(Given records Opens)

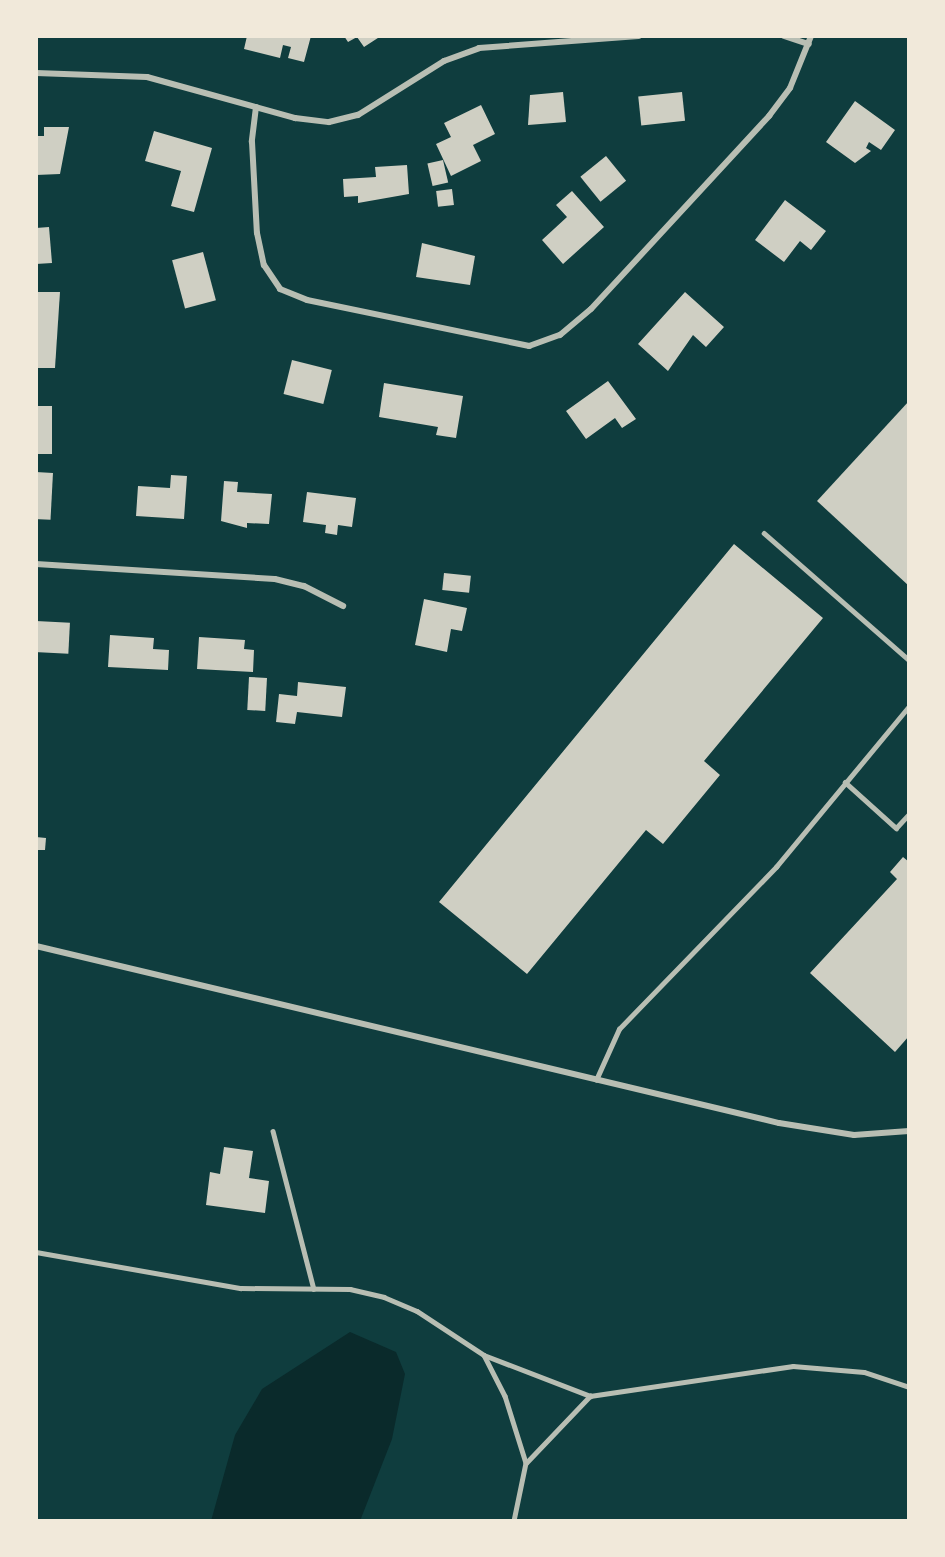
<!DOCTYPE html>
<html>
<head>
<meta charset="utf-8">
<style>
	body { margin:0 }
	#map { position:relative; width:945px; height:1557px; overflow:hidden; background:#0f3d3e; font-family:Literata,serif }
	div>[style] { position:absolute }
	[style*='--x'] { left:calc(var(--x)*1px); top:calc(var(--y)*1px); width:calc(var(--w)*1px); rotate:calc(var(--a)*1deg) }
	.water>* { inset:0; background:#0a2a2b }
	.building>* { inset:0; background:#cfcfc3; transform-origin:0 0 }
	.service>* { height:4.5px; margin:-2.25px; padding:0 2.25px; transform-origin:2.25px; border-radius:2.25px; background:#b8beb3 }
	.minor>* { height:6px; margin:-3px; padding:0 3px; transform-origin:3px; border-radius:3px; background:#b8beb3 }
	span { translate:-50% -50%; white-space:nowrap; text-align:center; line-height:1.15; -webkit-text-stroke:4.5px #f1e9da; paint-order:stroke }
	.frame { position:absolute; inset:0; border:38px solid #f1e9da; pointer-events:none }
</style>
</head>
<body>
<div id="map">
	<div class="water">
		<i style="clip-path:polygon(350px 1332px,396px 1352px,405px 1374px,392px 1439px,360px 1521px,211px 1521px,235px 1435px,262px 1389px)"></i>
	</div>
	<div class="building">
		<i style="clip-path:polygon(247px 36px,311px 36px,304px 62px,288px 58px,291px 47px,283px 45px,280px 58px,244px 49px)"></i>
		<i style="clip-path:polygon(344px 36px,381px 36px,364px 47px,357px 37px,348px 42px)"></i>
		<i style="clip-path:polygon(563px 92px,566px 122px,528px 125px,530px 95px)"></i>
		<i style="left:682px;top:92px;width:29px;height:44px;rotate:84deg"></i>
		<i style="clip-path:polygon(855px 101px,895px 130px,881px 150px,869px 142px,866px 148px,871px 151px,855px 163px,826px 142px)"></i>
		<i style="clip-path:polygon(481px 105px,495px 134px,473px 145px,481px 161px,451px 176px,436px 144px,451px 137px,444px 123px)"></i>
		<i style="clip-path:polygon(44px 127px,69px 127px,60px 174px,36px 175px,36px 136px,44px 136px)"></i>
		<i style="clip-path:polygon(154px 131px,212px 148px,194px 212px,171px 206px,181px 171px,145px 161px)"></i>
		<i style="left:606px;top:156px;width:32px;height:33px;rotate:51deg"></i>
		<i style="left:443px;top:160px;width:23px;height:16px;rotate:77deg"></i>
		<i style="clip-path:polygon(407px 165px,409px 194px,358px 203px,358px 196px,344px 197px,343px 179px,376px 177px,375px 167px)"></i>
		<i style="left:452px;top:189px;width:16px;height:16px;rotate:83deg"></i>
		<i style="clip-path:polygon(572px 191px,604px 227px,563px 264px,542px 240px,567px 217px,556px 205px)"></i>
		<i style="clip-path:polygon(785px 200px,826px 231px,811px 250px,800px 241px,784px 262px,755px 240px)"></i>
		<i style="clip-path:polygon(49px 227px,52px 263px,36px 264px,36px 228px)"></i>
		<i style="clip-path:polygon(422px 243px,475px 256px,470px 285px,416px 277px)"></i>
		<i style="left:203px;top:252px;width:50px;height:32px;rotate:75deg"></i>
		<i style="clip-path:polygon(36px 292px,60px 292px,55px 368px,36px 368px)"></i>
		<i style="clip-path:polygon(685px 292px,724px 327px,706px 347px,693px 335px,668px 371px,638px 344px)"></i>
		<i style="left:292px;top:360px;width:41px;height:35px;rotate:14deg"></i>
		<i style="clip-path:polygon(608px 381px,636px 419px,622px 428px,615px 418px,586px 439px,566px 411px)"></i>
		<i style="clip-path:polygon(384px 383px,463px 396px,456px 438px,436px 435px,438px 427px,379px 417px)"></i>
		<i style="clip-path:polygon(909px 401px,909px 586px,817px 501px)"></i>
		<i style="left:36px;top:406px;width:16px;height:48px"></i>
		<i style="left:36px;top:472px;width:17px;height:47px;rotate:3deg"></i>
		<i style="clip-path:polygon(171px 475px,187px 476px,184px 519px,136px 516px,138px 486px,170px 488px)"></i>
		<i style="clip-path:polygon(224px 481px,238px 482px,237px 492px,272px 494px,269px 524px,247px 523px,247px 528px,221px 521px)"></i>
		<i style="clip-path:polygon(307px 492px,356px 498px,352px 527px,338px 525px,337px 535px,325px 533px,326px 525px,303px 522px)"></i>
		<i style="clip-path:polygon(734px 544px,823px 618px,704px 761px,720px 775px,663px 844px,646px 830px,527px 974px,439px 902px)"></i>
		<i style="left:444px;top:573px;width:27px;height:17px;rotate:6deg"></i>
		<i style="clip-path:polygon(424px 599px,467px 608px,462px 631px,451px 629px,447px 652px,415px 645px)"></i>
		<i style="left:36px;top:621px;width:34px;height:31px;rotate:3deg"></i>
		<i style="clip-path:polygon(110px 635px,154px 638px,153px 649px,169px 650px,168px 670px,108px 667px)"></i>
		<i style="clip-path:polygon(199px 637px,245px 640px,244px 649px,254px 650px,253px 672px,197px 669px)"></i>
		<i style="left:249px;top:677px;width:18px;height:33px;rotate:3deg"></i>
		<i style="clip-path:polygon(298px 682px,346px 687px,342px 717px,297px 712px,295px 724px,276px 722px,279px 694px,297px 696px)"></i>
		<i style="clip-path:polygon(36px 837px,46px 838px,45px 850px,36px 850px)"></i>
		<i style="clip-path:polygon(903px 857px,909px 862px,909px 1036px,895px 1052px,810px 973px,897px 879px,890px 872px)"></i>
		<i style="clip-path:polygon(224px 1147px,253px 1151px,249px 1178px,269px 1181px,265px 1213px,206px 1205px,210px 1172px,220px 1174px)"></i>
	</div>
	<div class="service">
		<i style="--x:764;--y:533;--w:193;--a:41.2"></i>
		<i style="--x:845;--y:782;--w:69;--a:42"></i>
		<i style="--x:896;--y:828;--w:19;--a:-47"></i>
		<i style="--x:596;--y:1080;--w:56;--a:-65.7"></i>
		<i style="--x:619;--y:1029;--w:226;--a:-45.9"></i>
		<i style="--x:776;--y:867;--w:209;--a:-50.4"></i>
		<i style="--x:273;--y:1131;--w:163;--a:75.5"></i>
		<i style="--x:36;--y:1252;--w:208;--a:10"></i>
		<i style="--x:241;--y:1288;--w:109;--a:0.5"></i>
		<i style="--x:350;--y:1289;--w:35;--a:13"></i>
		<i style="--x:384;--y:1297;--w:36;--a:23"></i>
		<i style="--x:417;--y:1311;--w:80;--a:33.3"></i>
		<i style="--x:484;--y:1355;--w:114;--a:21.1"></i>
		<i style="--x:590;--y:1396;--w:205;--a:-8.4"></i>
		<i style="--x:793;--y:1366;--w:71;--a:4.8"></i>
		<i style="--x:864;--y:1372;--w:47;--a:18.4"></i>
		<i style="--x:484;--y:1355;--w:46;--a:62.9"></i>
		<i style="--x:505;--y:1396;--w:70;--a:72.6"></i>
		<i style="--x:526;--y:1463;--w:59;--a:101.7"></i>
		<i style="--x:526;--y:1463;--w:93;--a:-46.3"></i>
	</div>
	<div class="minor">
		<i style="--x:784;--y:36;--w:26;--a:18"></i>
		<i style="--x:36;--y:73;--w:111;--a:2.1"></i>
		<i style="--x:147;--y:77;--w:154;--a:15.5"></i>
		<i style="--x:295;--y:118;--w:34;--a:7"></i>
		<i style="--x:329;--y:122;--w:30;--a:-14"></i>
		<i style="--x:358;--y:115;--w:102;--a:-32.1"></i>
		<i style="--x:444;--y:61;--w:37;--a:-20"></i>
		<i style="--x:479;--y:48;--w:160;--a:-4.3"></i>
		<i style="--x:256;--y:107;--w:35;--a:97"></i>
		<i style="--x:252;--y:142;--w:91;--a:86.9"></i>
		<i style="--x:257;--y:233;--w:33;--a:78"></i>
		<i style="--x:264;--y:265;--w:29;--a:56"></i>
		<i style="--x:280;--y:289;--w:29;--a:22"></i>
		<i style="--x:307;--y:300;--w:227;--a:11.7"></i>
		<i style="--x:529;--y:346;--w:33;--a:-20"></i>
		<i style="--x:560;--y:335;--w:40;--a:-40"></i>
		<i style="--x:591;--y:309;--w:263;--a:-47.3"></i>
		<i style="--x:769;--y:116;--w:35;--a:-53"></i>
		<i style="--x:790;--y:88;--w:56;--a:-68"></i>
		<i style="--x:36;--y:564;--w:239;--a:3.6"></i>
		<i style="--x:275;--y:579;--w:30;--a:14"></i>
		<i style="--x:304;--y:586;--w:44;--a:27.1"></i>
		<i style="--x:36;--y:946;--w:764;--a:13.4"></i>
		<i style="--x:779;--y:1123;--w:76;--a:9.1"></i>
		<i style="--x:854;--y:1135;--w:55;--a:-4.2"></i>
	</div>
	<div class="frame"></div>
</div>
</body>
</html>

(Given records Closes)
(Given records Opens)

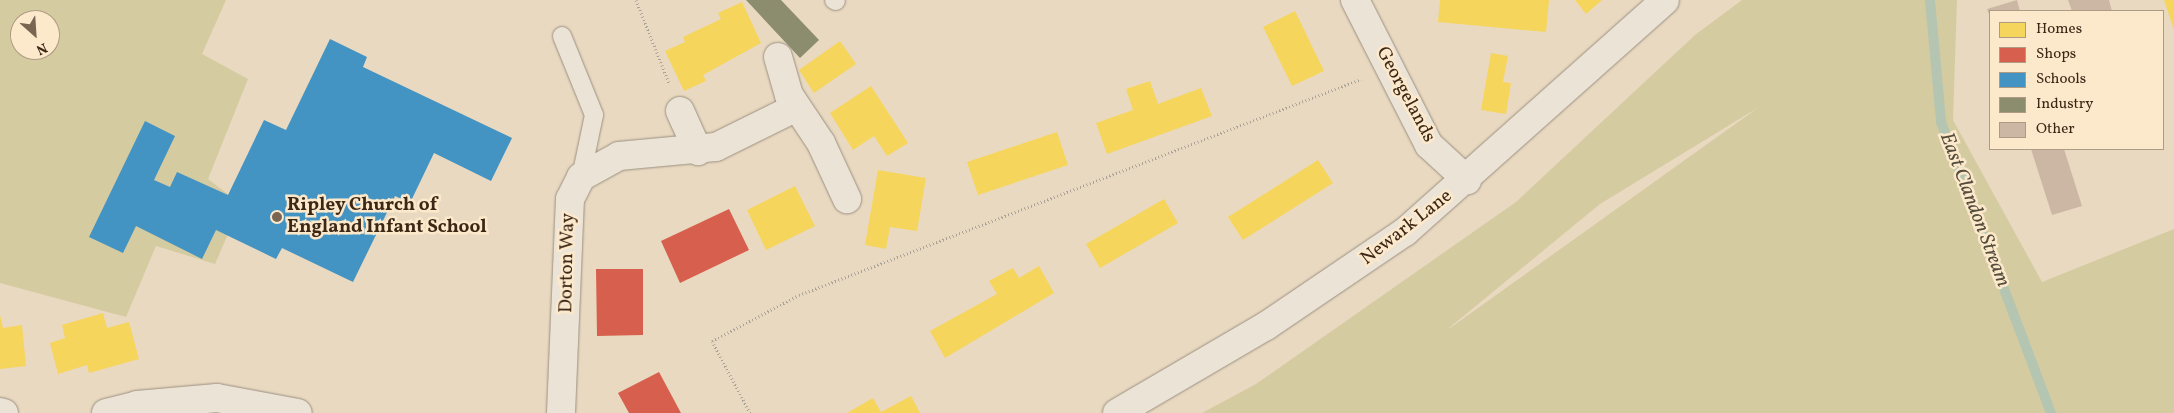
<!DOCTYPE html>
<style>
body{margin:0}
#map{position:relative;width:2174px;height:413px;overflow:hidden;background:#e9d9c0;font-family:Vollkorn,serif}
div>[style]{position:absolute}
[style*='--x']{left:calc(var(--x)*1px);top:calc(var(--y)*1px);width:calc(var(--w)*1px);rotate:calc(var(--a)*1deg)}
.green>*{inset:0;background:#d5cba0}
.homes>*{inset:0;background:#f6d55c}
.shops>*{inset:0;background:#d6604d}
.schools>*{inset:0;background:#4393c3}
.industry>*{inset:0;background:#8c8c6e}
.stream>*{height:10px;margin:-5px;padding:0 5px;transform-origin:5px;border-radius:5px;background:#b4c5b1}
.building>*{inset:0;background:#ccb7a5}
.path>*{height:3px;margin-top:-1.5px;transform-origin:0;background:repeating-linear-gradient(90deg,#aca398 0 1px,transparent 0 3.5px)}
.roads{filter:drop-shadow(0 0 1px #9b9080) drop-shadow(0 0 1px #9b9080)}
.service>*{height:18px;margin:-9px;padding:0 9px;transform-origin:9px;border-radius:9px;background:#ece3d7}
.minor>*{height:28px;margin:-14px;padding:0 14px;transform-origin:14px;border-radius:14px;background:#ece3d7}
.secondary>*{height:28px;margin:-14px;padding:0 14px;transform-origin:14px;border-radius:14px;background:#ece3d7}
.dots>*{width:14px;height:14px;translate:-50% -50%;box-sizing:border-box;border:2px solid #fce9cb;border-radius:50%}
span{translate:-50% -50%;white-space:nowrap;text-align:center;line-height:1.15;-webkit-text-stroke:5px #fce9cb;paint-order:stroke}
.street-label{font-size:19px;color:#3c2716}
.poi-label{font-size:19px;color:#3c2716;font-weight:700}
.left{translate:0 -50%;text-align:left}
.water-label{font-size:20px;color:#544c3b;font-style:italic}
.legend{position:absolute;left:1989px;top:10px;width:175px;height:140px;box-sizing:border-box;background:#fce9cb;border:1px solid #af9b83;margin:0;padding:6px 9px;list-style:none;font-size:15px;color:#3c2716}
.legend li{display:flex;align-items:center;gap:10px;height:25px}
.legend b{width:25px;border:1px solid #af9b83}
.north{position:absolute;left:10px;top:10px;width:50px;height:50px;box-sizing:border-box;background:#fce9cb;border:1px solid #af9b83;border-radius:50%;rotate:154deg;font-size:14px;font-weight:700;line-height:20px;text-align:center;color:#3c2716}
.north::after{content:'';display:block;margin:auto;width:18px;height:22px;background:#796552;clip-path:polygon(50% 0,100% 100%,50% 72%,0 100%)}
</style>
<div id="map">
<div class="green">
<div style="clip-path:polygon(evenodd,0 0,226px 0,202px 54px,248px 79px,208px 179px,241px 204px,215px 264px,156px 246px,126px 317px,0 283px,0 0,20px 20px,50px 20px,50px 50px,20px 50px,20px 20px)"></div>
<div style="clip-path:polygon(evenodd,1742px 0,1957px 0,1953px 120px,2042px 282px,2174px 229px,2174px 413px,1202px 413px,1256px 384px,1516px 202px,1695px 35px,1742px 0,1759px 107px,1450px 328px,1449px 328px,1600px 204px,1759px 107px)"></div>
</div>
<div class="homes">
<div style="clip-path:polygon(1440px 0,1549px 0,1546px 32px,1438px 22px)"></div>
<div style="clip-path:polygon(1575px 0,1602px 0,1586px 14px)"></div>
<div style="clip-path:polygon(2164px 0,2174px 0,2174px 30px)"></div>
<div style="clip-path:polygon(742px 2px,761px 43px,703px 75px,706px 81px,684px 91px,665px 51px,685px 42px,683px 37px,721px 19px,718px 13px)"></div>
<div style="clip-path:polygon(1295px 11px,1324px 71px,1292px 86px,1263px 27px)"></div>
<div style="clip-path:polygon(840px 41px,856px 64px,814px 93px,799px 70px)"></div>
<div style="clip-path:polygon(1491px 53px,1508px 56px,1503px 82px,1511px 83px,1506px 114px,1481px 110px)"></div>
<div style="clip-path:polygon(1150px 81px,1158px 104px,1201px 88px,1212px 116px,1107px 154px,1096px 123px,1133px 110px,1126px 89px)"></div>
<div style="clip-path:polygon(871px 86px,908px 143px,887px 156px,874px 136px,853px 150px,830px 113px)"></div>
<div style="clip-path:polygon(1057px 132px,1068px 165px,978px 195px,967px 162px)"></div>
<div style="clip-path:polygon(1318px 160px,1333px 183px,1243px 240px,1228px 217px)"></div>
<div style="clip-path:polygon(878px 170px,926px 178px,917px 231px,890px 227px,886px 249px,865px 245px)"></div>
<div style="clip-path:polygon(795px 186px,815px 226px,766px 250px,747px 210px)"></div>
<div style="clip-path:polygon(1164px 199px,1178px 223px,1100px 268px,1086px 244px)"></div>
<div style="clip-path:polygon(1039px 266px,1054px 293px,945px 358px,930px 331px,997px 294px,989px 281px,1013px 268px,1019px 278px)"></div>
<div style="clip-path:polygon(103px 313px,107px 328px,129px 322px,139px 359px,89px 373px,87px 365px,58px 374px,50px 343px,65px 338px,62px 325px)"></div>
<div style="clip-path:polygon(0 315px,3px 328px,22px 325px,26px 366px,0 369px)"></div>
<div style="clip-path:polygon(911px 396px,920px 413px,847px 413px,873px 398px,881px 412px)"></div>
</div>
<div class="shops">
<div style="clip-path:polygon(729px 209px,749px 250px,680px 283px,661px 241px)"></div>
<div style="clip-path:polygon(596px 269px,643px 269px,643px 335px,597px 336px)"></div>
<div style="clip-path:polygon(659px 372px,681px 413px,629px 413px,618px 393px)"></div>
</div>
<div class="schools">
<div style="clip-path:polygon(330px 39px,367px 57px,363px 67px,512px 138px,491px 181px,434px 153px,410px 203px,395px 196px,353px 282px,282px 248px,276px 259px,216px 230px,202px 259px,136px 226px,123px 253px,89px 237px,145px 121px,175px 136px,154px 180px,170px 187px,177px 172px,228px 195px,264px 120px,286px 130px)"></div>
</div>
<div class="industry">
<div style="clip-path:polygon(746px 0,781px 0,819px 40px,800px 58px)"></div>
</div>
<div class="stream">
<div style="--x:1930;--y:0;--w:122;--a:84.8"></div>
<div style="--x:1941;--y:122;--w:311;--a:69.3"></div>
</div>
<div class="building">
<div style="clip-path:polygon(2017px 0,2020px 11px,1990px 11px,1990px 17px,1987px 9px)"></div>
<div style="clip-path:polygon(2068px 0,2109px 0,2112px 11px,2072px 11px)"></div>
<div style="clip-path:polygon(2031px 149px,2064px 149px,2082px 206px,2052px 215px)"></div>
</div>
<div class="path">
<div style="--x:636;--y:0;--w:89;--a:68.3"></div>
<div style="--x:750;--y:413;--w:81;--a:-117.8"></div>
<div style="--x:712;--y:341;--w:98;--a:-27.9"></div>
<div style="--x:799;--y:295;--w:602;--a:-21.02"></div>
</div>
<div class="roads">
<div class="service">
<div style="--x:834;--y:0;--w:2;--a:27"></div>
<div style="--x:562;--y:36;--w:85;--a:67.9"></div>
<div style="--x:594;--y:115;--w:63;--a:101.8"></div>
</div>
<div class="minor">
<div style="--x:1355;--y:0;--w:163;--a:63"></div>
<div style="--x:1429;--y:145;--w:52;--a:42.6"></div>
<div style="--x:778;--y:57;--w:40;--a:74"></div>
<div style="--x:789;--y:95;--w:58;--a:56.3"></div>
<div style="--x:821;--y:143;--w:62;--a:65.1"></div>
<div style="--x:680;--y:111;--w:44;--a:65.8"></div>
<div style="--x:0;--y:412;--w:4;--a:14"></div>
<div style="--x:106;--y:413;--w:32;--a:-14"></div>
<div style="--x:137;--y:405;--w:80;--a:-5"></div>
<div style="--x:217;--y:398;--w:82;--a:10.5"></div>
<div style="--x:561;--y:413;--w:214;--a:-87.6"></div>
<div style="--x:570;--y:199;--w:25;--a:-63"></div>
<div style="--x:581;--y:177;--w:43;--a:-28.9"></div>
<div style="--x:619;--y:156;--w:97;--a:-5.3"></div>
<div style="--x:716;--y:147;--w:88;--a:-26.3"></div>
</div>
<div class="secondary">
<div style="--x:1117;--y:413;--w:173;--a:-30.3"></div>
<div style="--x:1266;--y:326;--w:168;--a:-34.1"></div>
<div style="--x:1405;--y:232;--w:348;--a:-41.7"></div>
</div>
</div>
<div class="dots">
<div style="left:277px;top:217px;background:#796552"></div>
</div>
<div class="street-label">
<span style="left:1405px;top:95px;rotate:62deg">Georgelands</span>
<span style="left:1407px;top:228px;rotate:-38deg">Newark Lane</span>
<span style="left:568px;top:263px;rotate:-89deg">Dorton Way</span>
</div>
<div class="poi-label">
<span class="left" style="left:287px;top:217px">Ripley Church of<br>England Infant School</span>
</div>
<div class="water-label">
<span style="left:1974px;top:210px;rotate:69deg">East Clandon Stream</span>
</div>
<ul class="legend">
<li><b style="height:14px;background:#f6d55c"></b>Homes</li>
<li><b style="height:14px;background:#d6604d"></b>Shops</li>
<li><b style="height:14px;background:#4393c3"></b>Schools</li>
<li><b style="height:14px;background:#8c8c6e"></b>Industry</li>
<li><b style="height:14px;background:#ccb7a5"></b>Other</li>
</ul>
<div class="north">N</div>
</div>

(Given records Closes)

### Work required
The required answer is each line of the entries containing the string "relative".

### Answer to this task
	#map { position:relative; width:945px; height:1557px; overflow:hidden; background:#0f3d3e; font-family:Literata,serif }
#map{position:relative;width:2174px;height:413px;overflow:hidden;background:#e9d9c0;font-family:Vollkorn,serif}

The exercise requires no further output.